→ **Task goal**
Your task is to repeat the entries exactly from their first line through the line with "Annotation task. Describe", and to stop there.
━━━━━━
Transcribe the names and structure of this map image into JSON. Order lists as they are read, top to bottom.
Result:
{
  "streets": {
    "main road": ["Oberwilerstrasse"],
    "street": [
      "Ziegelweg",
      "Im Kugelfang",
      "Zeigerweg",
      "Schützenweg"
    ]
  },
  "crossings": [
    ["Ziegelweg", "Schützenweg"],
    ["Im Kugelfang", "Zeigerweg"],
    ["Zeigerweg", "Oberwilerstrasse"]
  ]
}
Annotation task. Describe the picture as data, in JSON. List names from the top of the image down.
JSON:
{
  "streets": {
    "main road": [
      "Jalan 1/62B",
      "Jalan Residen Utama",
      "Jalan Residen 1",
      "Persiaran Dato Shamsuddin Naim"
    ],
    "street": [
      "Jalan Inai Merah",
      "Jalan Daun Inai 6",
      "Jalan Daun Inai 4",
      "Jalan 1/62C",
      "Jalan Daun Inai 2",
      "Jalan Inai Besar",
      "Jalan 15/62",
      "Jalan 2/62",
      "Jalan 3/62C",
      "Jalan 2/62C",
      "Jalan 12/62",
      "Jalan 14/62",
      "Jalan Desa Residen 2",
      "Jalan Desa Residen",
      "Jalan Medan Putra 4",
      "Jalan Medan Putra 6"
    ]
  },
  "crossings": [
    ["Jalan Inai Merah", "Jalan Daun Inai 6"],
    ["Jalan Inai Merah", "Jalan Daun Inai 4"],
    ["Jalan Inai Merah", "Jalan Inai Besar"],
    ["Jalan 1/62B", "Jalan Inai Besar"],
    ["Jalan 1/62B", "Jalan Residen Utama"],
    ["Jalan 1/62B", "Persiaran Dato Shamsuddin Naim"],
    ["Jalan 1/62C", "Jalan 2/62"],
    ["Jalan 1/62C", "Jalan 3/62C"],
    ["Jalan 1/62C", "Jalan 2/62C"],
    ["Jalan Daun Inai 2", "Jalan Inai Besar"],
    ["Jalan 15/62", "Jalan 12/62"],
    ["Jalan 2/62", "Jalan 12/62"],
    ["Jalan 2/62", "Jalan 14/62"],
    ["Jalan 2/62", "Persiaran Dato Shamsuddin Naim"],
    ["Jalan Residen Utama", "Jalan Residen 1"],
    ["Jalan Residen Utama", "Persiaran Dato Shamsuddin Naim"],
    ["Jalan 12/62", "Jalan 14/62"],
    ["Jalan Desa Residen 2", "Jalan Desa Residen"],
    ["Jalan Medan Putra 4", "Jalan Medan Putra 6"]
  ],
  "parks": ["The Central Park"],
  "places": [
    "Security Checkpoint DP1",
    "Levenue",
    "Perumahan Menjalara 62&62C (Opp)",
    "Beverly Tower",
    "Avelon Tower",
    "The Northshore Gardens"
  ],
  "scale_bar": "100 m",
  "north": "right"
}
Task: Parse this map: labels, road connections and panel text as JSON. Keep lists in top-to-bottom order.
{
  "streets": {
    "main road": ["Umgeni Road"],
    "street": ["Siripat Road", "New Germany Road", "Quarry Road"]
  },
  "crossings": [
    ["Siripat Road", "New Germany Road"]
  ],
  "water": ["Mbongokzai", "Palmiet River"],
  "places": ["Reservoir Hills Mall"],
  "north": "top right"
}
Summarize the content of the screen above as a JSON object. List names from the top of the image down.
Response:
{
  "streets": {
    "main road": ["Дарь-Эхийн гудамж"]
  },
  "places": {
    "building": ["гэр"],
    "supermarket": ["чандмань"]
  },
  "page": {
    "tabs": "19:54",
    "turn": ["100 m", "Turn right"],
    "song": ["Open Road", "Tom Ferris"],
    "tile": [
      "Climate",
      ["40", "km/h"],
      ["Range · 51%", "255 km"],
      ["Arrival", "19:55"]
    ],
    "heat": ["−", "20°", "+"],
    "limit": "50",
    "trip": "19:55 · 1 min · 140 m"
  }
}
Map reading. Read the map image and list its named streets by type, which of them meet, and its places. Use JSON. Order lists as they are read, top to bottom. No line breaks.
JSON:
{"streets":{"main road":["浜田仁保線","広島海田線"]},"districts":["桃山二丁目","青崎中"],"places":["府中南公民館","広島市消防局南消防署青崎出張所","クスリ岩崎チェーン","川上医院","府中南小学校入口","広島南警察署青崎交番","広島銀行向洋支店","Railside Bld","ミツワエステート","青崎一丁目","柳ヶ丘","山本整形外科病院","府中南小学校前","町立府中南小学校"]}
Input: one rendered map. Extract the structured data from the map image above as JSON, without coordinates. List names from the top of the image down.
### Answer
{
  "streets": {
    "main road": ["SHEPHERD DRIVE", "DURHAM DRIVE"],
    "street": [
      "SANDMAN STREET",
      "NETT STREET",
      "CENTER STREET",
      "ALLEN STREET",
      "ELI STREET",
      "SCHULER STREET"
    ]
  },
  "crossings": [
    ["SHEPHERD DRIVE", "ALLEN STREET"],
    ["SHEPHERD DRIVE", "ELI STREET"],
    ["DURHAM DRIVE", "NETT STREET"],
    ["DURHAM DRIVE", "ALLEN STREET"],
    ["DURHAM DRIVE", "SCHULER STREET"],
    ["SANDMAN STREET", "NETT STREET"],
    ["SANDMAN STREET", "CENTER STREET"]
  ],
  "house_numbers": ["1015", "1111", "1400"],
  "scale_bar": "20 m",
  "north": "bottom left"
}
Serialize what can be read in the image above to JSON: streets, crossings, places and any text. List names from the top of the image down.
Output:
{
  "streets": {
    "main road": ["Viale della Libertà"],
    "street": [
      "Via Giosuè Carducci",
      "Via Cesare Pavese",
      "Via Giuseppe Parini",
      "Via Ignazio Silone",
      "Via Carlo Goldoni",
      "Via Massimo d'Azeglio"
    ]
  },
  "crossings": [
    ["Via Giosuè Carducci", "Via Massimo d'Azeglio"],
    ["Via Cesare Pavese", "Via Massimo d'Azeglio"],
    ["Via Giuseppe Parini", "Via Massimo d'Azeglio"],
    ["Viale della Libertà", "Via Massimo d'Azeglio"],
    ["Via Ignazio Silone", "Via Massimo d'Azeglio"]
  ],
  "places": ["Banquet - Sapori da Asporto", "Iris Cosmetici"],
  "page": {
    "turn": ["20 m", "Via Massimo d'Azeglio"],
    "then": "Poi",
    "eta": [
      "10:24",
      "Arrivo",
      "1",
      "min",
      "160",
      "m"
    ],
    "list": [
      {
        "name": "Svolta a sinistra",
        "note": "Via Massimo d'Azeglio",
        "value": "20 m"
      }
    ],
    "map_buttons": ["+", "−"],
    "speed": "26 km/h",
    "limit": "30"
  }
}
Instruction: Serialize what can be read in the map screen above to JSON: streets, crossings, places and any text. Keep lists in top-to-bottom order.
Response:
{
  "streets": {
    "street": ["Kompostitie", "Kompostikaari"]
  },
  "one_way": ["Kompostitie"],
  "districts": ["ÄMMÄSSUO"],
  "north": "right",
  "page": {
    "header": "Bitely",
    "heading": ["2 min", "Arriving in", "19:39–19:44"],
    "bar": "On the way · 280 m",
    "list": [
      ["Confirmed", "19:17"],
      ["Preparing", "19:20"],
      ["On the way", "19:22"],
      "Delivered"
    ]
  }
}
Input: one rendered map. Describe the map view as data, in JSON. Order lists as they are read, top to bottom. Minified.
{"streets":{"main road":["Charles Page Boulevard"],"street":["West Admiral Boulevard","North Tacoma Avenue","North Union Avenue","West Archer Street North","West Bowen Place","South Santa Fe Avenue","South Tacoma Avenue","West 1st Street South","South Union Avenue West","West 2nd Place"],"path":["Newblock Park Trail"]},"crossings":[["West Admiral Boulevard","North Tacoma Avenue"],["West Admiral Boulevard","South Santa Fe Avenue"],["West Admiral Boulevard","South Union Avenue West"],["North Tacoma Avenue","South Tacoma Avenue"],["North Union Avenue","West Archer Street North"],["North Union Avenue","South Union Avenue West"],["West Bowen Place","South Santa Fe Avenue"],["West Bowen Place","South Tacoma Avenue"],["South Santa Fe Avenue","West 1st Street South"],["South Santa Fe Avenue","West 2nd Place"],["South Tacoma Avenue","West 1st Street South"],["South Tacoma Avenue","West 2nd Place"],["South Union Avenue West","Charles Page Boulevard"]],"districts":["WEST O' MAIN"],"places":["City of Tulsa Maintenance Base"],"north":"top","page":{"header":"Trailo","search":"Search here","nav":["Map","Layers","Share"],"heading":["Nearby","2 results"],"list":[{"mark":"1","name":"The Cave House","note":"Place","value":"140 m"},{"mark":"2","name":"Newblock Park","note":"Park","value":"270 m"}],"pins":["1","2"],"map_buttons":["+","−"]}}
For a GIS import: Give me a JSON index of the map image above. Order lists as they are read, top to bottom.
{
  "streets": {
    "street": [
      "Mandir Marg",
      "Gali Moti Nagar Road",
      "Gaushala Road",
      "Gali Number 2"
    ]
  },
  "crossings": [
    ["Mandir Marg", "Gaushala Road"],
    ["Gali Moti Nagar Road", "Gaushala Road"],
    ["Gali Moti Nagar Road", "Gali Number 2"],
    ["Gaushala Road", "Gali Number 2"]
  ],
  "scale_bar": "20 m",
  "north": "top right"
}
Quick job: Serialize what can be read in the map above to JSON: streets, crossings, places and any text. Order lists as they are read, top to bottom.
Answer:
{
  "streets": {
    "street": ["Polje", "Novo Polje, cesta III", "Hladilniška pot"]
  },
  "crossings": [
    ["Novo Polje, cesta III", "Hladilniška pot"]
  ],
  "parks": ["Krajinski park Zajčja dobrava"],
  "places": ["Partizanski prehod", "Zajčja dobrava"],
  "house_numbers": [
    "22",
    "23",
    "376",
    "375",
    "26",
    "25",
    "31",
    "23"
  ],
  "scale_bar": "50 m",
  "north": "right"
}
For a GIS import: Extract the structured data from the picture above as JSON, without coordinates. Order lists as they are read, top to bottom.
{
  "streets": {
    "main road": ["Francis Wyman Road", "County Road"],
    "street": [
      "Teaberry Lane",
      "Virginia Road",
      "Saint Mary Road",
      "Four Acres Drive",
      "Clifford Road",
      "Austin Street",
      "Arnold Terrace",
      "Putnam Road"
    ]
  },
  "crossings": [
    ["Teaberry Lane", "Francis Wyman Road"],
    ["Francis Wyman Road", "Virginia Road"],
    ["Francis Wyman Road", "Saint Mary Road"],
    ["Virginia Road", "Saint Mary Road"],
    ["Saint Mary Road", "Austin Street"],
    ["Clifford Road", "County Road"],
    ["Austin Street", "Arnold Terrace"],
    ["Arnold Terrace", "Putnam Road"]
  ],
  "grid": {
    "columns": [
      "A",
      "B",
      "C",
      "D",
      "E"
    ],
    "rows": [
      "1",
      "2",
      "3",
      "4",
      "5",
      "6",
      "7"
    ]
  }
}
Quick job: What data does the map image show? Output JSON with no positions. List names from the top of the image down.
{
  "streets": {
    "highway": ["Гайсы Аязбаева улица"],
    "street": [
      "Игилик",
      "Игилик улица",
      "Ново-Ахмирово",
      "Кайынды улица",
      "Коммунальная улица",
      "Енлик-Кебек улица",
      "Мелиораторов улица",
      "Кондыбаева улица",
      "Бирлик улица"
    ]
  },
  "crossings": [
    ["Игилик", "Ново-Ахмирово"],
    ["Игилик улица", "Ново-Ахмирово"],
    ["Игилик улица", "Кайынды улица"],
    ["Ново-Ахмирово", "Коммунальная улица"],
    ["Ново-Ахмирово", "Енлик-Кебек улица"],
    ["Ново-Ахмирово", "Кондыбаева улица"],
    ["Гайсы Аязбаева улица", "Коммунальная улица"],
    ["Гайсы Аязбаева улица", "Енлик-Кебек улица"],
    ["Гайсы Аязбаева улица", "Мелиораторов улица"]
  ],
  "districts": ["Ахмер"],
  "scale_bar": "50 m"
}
━━━━━━
→ **Output for this task**
Transcribe the names and structure of this map image into JSON. Order lists as they are read, top to bottom.
Result:
{
  "streets": {
    "main road": ["Oberwilerstrasse"],
    "street": [
      "Ziegelweg",
      "Im Kugelfang",
      "Zeigerweg",
      "Schützenweg"
    ]
  },
  "crossings": [
    ["Ziegelweg", "Schützenweg"],
    ["Im Kugelfang", "Zeigerweg"],
    ["Zeigerweg", "Oberwilerstrasse"]
  ]
}
Annotation task. Describe the picture as data, in JSON. List names from the top of the image down.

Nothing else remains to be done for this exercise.